Nasheed recalled that India intervened when it sent a military detachment to the archipelago in 1988 to avoid a coup d’etat.
“Saying ‘resolve things internally’ is akin to asking us to escalate the revolt, which can lead to chaos,” Nasheed, exiled in the United Kingdom and currently in Colombo, wrote on Twitter.
“Maldivians see India’s role positively: in ‘88 they came, resolved the crisis, and left. They were not occupiers but liberators. This is why Maldivians look to India now,” he added.
He also requested of India “a physical presence” and to “send envoy, backed by its military” for the release of judges and political detainees including former dictator Maumoon Abdul Gayoom, President Abdulla Yameen’s half-brother, who had been arrested Monday night.
President Yameen declared a state of emergency after the Supreme Court, on Feb. 1, passed a ruling reinstating 12 lawmakers and dropping the charges against nine opposition politicians, including Nasheed.
The court decision triggered a crisis when Yameen decided to defy the order and declared the emergency, while arresting the president and a Supreme Court judge.
In an address to the nation, Yameen accused the Supreme Court of “conspiracy” and “coup,” and late in the afternoon, three Supreme Court judges – who were not arrested – passed a ruling that allegedly revokes the Supreme Court’s decision last week.

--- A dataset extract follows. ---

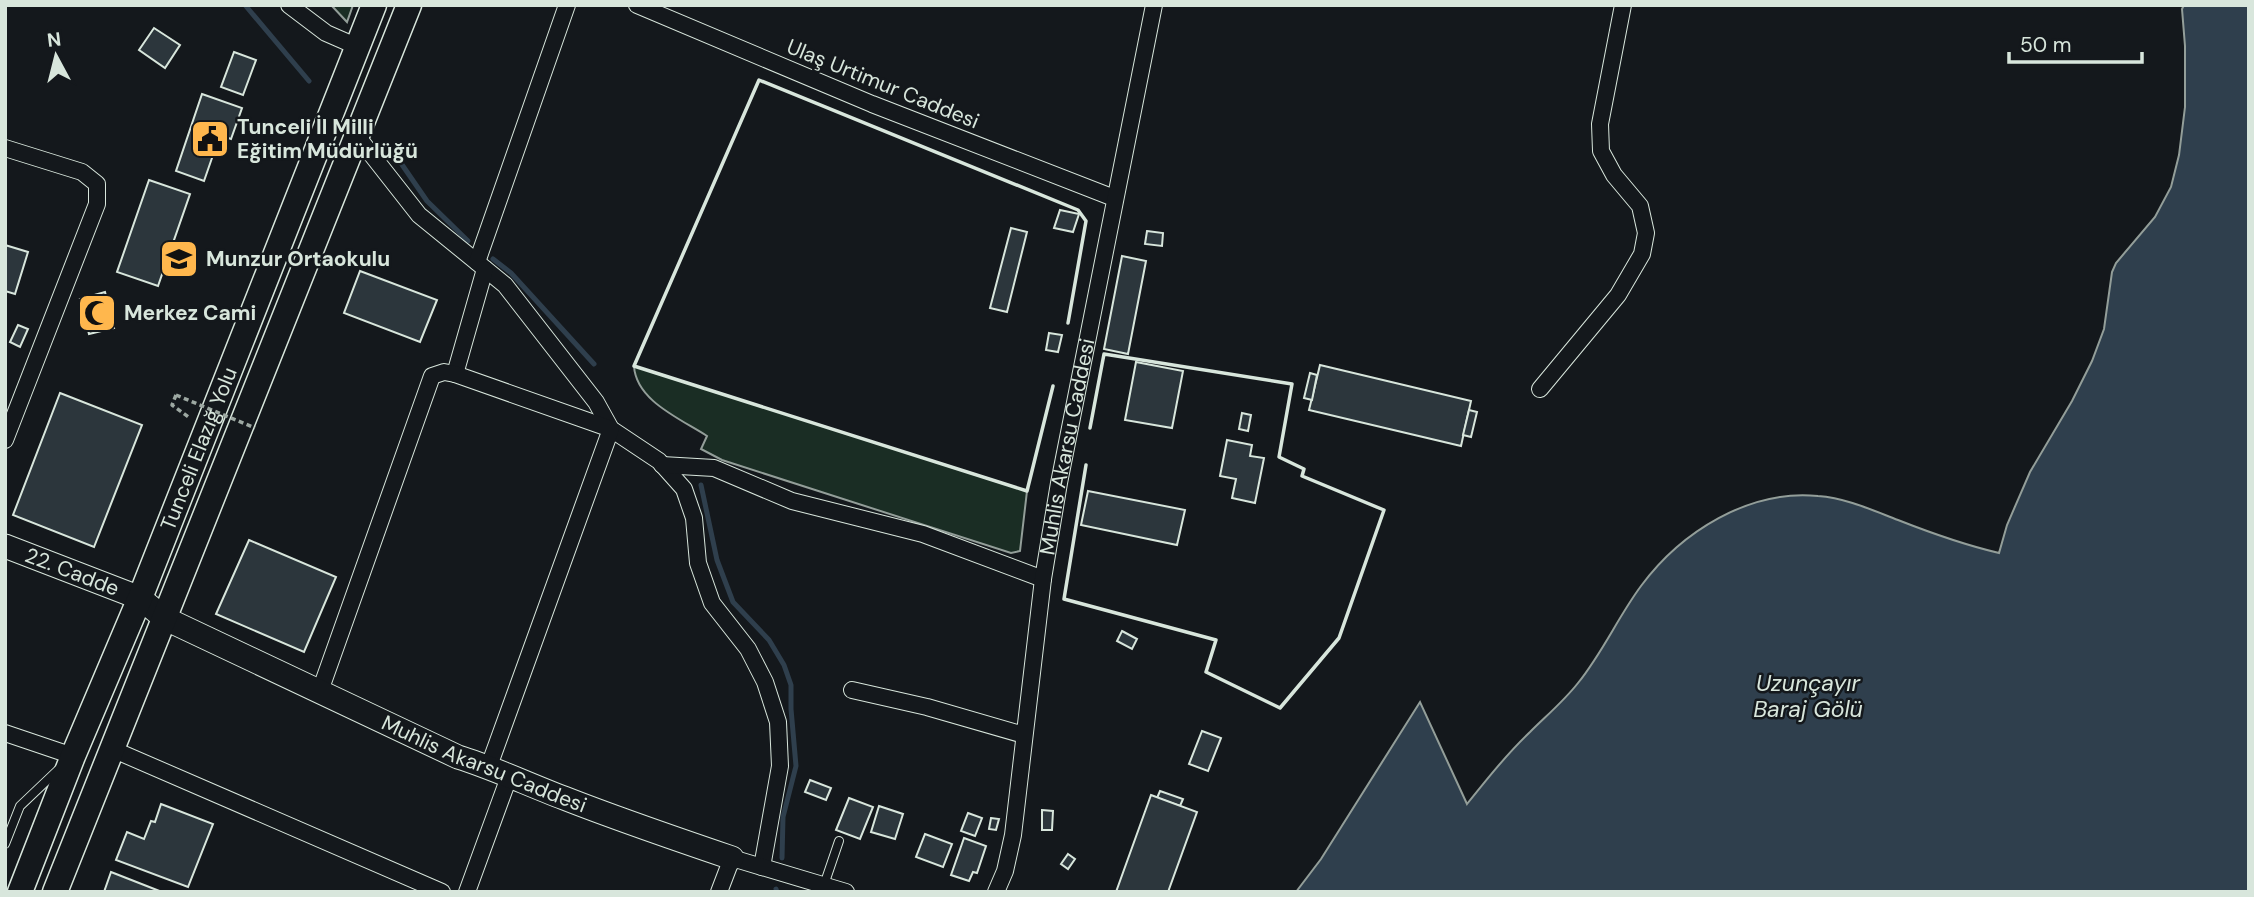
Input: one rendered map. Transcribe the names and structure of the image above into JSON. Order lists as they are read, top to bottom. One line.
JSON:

Nasheed, the country’s first democratically elected leader, was jailed over charges related to ordering the arrest of a judge during his term, in a high-profile and controversial process that his party has always said to be plagued with irregularities.
Gayoom, who ruled Maldives from 1978-2008, was in power when on Nov. 3, 1988 a group of armed men, called mercenaries by the government, attempted to carry out a coup d’etat.
The coup failed due to the intervention of the Indian Army, after President Gayoom made a distress call to the Indian government, which acted within a few hours by sending 1,600 commandos of airborne elite Indian troops to Male.